Semantic methods improving immediate and long-term value for tranSMART

Berkeley, CA, Boston, MA, Amsterdam, Netherlands- October 21, 2015

Robert Stanley, CEO of IO Informatics, Inc. ("IOI",, presented Adding a semantic layer to ETL for data normalization, automation and cross-instance alignment at the tranSMART Annual Meeting hosted in Amsterdam at the Netherlands Cancer Institute (www.transmartfoundation.organization/2015-annual-meeting).

"We are happy to have been asked to present our work on utilizing our SentientT semantic data harmonization platform in order to address challenges and deliver on opportunities related to data ETL ( Extract, Transform and Load of data) for immediate and long-term interoperability within the tranSMART system," stated Mr.
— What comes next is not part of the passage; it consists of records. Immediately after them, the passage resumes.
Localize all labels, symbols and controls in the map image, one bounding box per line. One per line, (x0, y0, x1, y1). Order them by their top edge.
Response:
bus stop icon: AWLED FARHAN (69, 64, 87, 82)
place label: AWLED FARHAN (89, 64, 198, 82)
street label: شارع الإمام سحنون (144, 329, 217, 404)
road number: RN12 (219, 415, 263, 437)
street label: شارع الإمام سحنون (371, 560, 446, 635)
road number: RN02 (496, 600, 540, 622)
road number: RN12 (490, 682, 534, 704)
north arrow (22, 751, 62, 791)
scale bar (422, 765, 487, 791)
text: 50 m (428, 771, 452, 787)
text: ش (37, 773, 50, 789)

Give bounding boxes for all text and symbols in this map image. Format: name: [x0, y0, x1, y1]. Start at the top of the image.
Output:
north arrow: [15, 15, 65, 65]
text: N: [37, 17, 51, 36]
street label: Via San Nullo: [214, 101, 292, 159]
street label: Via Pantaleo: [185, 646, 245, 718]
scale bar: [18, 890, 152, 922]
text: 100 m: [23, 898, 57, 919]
Stanley. "Using tranSMART as a common translational database schema suggests an improved ability for different groups to collaborate around shared translational research data. Realizing this promise is not quite so trivial. Even with traditional curation and ETL of data into tranSMART, the promise of collaboration across tranSMART instances is not guaranteed. Traditional curation methods address many of the issues but, even with normalized data in tranSMART, collaboration across tranSMART instances will not be available "out of the box".
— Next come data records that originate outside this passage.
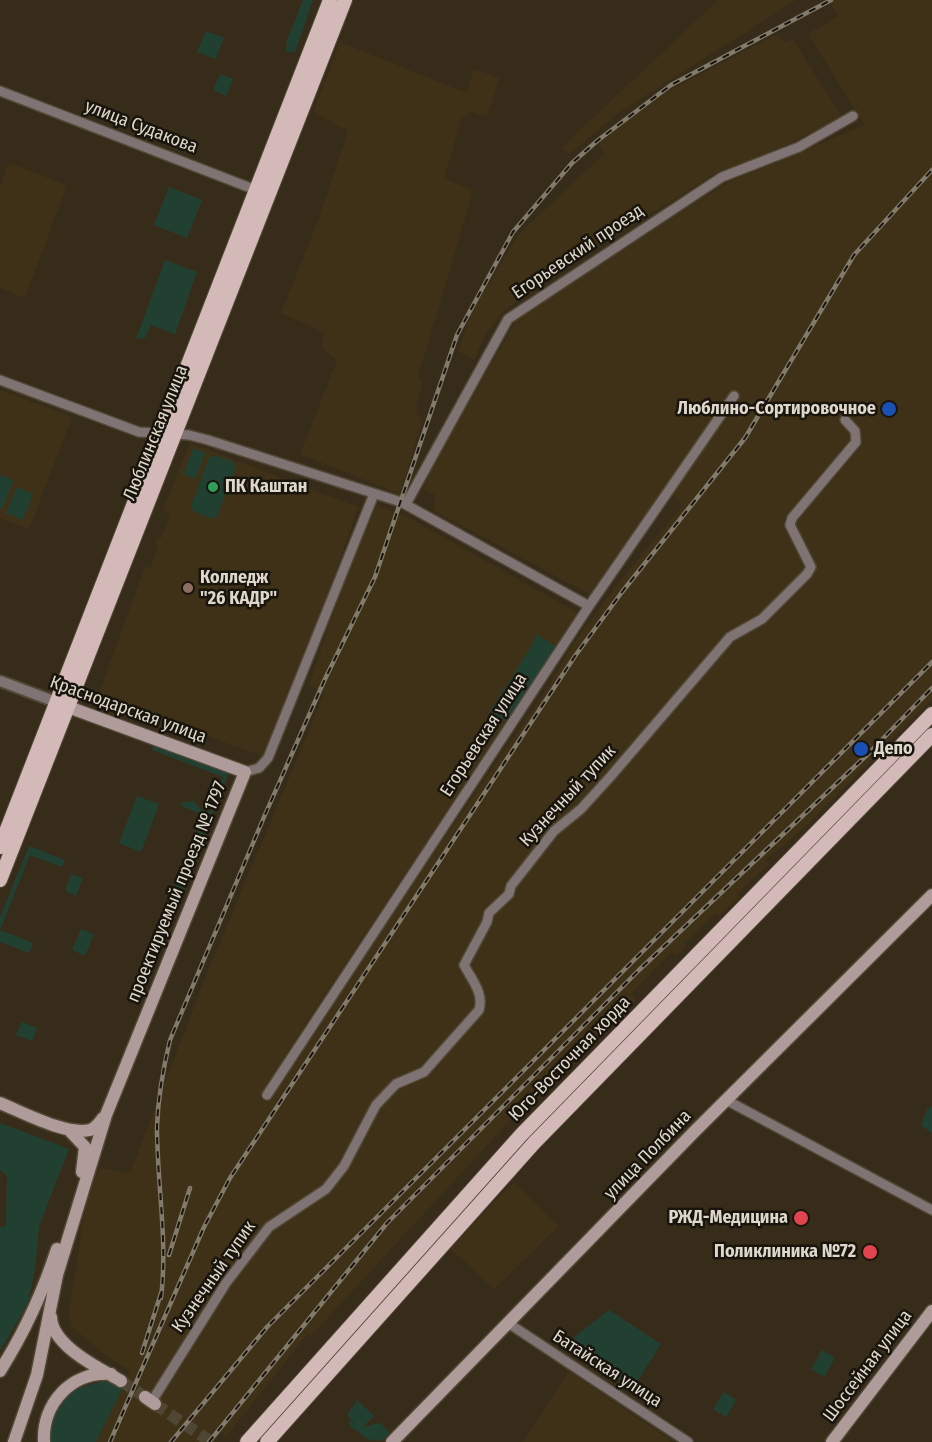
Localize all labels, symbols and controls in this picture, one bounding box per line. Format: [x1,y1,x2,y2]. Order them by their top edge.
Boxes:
street label: улица Судакова [82,96,200,158]
street label: Егорьевский проезд [508,200,648,304]
street label: Люблинская улица [119,362,193,504]
place label: Люблино-Сортировочное [677,398,876,420]
marker: Люблино-Сортировочное [880,400,898,418]
place label: ПК Каштан [225,476,307,498]
marker: ПК Каштан [206,480,220,494]
place label: Колледж "26 КАДР" [200,567,277,610]
marker: Колледж "26 КАДР" [181,581,195,595]
street label: Егорьевская улица [436,669,532,801]
street label: Краснодарская улица [47,672,209,748]
place label: Депо [874,738,913,760]
marker: Депо [852,740,870,758]
street label: Кузнечный тупик [515,741,621,851]
street label: проектируемый проезд № 1797 [123,778,231,1006]
street label: Юго-Восточная хорда [505,992,635,1126]
street label: улица Полбина [600,1106,696,1204]
place label: РЖД-Медицина [669,1207,788,1229]
marker: РЖД-Медицина [792,1209,810,1227]
street label: Кузнечный тупик [168,1217,260,1337]
place label: Поликлиника №72 [714,1241,856,1263]
marker: Поликлиника №72 [861,1243,879,1261]
street label: Шоссейная улица [819,1306,917,1426]
street label: Батайская улица [548,1326,666,1412]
For example, if data within one tranSMART instance is normalized to a different set of standards relative to data within another instance, the promise of collaborative integration across groups is still not realized. This is a risk for longer-term inefficiency and disillusionment."
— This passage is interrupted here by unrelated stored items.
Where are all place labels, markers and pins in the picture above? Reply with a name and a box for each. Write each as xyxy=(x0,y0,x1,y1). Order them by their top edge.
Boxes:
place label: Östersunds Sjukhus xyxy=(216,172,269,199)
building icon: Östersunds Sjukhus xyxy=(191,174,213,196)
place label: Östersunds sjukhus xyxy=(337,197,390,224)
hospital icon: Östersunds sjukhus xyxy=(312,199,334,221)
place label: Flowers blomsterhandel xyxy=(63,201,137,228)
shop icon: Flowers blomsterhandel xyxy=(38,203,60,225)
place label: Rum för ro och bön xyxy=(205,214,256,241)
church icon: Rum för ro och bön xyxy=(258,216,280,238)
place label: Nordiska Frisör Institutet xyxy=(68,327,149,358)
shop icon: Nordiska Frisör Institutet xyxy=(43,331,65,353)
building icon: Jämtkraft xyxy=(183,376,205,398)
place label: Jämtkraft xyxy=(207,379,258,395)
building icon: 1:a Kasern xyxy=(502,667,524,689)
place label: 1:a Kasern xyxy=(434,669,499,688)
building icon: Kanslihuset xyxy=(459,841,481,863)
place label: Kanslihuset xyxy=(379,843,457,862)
The solution created by IOI applies agile semantic software and data modelling methods for getting data normalized, connected, into tranSMART and ready for collaboration:

  • Getting data in - automated ETL functionality with provenance, alerting, indication of preferred and alternate labels and other functionality makes it easier to get data into tranSMART reproducibly and in an automated manner
  • Making sure it is curated and harmonized - purpose-built data modelling, normalization and integration methods provide for curation rules that grow as new data are added to any system. Semantic technologies are designed to apply inference, ontologies and dictionaries to make it easier to get data harmonized (e.g., mapped to common terms and synonyms) and integrated (e.g. meaningfully connected) within tranSMART, to support precise and accurate queries.
  • Agility for aligning or adjudicating between different formal data standards. If data are normalized under different standards and nomenclature, semantic technologies are designed to rapidly re-align them for collaboration. This makes it possible to more quickly harmonize data from two different instances of tranSMART, to realize the longer term goals of efficient collaboration and addition of new data to the system.

The IOI team, under the direction of Jason Eshleman, Ph.D. (Director of Informatics) have addressed each of the challenges above for the tranSMART system as part of award-winning research teams, demonstrating how IOI Sentient has aligned data from different sources and applied automated ETL to get clean, useful data into tranSMART and prepared for immediate research and longer term collaboration

IOI participated in the tranSMART Cross Neurodegenerative Disease Datathon ( this past summer in Boston.